As empresas dos sectores de óptica e precisão, maquinaria (em particular a aparelhos eléctricos de sinalização acústica e visual e aparelhos de radiodetecção, radiosondagem, radionavegação e radiotelecomando) e vestuário (com destaque para meias, t-shirts e camisolas interiores, e fatos) são as mais expostas a perturbações nas exportações, pelo menos considerando o peso que o Reino Unido tem nas vendas ao exterior por empresas nacionais, mostra o INE.

"No 1.º trimestre de 2017, o Reino Unido detinha um peso muito superior nas exportações de produtos de óptica e precisão (11,7%) em comparação com o peso do mercado britânico nas exportações totais portuguesas (6,7%), à semelhança do registado nos períodos homólogos dos dois anos anteriores. Apenas os mercados alemão e espanhol superavam a importância do Reino Unido nas exportações deste tipo de bens, com pesos de 23,4% e 16,1%, respectivamente", escrevem os técnicos do instituto, que destacam o peso dos "Contadores, indicadores de velocidade e tacómetros e estroboscópios" (que tiverem o Reino Unido como principal destino no primeiro trimestre, com 25,6% do mercado) e das "Fibras ópticas e feixes de fibras ópticas, cabos de fibras ópticas" (cujo principal destino de exportação foi a França, logo seguida do Reino Unido, responsável por 23,2% do mercado).

Em relação à maquinaria o INE destaca o "o elevado peso (e valor significativo) do Reino Unido nas exportações de ’Aparelhos eléctricos de sinalização acústica ou visual, e suas partes’ e de ‘Aparelhos de radiodetecção e de radiossondagem, de radionavegação e de radiotelecomando’, tendo atingido pesos de 69,5% e 54,6%, respectivamente".

No vestuário, "o mercado britânico registou um peso superior nas exportações (9,3%), quando comparado com o peso deste mercado nas exportações totais, tal como no 1º trimestre dos dois anos anteriores.

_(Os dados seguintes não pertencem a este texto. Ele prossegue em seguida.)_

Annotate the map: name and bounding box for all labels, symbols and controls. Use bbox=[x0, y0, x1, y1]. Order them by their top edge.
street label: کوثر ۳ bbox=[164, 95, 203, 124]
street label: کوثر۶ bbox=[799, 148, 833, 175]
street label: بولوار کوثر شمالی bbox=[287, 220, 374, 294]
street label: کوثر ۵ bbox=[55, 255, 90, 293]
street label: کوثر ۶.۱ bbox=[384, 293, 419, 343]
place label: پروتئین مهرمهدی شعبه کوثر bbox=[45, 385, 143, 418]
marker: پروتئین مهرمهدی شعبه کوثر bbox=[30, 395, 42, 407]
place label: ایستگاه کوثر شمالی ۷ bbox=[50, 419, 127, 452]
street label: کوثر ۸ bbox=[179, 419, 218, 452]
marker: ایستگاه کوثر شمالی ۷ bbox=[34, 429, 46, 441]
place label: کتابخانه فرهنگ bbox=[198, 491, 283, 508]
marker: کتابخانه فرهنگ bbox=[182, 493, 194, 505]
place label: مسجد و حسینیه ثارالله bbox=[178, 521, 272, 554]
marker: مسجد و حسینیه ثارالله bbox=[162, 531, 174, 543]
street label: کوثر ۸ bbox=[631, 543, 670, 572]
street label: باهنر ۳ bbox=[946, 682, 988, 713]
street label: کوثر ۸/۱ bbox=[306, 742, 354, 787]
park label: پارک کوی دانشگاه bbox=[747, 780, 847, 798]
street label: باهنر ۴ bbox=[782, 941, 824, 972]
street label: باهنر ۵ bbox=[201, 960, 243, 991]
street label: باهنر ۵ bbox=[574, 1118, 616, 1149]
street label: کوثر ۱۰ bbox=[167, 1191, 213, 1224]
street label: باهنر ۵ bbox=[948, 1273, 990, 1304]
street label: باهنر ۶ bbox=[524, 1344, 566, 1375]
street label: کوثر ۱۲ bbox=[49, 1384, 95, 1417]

Neste grupo de produtos o Reino Unido foi o 4.º principal destino, dado que Espanha, França e Alemanha detinham maior relevância (pesos de 41,5%, 13,3%, 9,5% respectivamente)", diz o INE, que destaca o peso de 15,4% nas meias, de 11,4% nas t-shirts e camisolas interiores, e de 9,3% nos fatos.

Balança comercial favorável
Perturbações nas vendas para o Reino Unido poderão prejudicar um dos mercados com os quais Portugal consegue registar um excedente comercial em mercadorias – no ano passado foi aliás o maior excedente entre todos os parceiros comerciais, numa balança que em termos agregados é tendencialmente deficitária. 

"O saldo da balança comercial de bens com o Reino Unido, tradicionalmente favorável a Portugal, atingiu 1.651 milhões de euros em 2016, o que representa um aumento em 189 milhões de euros face ao ano anterior e o maior excedente na globalidade dos países", lê-se na nota do INE que destaca que no primeiro trimestre deste ano, "registou-se um aumento de 47 milhões de euros [em termos homólogos], para um excedente comercial de 453 milhões de euros, enquanto na globalidade dos países se verificou uma evolução desfavorável de aumento do défice global. Neste período, somente as transacções de bens com a França e os Estados Unidos registaram maiores excedentes".